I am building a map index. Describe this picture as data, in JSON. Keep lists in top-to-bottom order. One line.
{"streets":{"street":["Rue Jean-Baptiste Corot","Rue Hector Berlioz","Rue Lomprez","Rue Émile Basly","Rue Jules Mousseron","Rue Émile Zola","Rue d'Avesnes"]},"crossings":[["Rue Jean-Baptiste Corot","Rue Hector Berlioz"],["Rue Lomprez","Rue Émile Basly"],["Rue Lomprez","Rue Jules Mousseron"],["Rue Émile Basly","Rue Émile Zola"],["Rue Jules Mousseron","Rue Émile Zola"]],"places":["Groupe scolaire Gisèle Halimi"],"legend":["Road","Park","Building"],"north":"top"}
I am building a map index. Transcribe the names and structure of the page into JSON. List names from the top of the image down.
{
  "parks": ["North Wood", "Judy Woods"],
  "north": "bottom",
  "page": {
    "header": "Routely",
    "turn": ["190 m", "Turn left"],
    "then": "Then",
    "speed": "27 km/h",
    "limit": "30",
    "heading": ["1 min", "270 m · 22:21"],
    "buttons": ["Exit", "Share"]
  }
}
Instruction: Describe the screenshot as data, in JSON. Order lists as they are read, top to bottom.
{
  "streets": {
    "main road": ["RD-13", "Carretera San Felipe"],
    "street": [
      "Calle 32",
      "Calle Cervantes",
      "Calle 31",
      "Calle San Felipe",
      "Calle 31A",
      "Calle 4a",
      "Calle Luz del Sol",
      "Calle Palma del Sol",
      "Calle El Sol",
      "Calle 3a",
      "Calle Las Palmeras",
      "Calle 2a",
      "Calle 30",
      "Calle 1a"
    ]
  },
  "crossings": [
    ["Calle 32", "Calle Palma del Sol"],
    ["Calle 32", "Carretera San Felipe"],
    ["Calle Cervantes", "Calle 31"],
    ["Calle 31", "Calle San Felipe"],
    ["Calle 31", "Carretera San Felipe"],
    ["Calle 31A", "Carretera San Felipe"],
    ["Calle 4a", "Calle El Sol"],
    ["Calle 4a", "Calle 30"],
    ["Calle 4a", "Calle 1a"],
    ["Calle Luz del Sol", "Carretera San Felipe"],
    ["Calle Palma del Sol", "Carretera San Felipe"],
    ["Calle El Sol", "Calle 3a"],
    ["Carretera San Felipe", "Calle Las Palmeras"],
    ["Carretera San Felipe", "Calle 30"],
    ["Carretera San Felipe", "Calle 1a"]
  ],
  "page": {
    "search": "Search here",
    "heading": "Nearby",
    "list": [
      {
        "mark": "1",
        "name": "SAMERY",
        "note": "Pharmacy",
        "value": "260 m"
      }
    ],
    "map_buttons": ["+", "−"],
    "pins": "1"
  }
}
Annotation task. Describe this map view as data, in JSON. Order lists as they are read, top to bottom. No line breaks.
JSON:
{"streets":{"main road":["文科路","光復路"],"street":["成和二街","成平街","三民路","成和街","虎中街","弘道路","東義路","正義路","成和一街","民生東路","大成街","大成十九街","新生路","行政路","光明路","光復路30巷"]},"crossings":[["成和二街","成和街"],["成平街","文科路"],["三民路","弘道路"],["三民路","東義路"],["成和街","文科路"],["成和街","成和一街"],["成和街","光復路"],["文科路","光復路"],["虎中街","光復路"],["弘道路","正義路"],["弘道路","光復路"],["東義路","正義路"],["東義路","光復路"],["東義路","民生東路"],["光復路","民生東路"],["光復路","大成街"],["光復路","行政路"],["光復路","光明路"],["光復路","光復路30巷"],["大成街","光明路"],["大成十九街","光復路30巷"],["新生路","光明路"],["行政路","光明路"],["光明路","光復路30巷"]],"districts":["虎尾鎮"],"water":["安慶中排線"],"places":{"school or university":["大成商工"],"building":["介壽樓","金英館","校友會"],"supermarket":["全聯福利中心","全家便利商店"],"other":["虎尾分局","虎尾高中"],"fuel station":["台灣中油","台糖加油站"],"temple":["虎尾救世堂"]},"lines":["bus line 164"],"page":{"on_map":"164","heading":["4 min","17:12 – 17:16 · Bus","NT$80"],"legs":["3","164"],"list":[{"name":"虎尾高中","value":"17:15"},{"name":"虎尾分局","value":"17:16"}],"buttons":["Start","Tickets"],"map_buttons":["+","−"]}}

....

### What is needed
Copy out the entire listing above exactly.

### Problem solution
I am building a map index. Describe this picture as data, in JSON. Keep lists in top-to-bottom order. One line.
{"streets":{"street":["Rue Jean-Baptiste Corot","Rue Hector Berlioz","Rue Lomprez","Rue Émile Basly","Rue Jules Mousseron","Rue Émile Zola","Rue d'Avesnes"]},"crossings":[["Rue Jean-Baptiste Corot","Rue Hector Berlioz"],["Rue Lomprez","Rue Émile Basly"],["Rue Lomprez","Rue Jules Mousseron"],["Rue Émile Basly","Rue Émile Zola"],["Rue Jules Mousseron","Rue Émile Zola"]],"places":["Groupe scolaire Gisèle Halimi"],"legend":["Road","Park","Building"],"north":"top"}
I am building a map index. Transcribe the names and structure of the page into JSON. List names from the top of the image down.
{
  "parks": ["North Wood", "Judy Woods"],
  "north": "bottom",
  "page": {
    "header": "Routely",
    "turn": ["190 m", "Turn left"],
    "then": "Then",
    "speed": "27 km/h",
    "limit": "30",
    "heading": ["1 min", "270 m · 22:21"],
    "buttons": ["Exit", "Share"]
  }
}
Instruction: Describe the screenshot as data, in JSON. Order lists as they are read, top to bottom.
{
  "streets": {
    "main road": ["RD-13", "Carretera San Felipe"],
    "street": [
      "Calle 32",
      "Calle Cervantes",
      "Calle 31",
      "Calle San Felipe",
      "Calle 31A",
      "Calle 4a",
      "Calle Luz del Sol",
      "Calle Palma del Sol",
      "Calle El Sol",
      "Calle 3a",
      "Calle Las Palmeras",
      "Calle 2a",
      "Calle 30",
      "Calle 1a"
    ]
  },
  "crossings": [
    ["Calle 32", "Calle Palma del Sol"],
    ["Calle 32", "Carretera San Felipe"],
    ["Calle Cervantes", "Calle 31"],
    ["Calle 31", "Calle San Felipe"],
    ["Calle 31", "Carretera San Felipe"],
    ["Calle 31A", "Carretera San Felipe"],
    ["Calle 4a", "Calle El Sol"],
    ["Calle 4a", "Calle 30"],
    ["Calle 4a", "Calle 1a"],
    ["Calle Luz del Sol", "Carretera San Felipe"],
    ["Calle Palma del Sol", "Carretera San Felipe"],
    ["Calle El Sol", "Calle 3a"],
    ["Carretera San Felipe", "Calle Las Palmeras"],
    ["Carretera San Felipe", "Calle 30"],
    ["Carretera San Felipe", "Calle 1a"]
  ],
  "page": {
    "search": "Search here",
    "heading": "Nearby",
    "list": [
      {
        "mark": "1",
        "name": "SAMERY",
        "note": "Pharmacy",
        "value": "260 m"
      }
    ],
    "map_buttons": ["+", "−"],
    "pins": "1"
  }
}
Annotation task. Describe this map view as data, in JSON. Order lists as they are read, top to bottom. No line breaks.
JSON:
{"streets":{"main road":["文科路","光復路"],"street":["成和二街","成平街","三民路","成和街","虎中街","弘道路","東義路","正義路","成和一街","民生東路","大成街","大成十九街","新生路","行政路","光明路","光復路30巷"]},"crossings":[["成和二街","成和街"],["成平街","文科路"],["三民路","弘道路"],["三民路","東義路"],["成和街","文科路"],["成和街","成和一街"],["成和街","光復路"],["文科路","光復路"],["虎中街","光復路"],["弘道路","正義路"],["弘道路","光復路"],["東義路","正義路"],["東義路","光復路"],["東義路","民生東路"],["光復路","民生東路"],["光復路","大成街"],["光復路","行政路"],["光復路","光明路"],["光復路","光復路30巷"],["大成街","光明路"],["大成十九街","光復路30巷"],["新生路","光明路"],["行政路","光明路"],["光明路","光復路30巷"]],"districts":["虎尾鎮"],"water":["安慶中排線"],"places":{"school or university":["大成商工"],"building":["介壽樓","金英館","校友會"],"supermarket":["全聯福利中心","全家便利商店"],"other":["虎尾分局","虎尾高中"],"fuel station":["台灣中油","台糖加油站"],"temple":["虎尾救世堂"]},"lines":["bus line 164"],"page":{"on_map":"164","heading":["4 min","17:12 – 17:16 · Bus","NT$80"],"legs":["3","164"],"list":[{"name":"虎尾高中","value":"17:15"},{"name":"虎尾分局","value":"17:16"}],"buttons":["Start","Tickets"],"map_buttons":["+","−"]}}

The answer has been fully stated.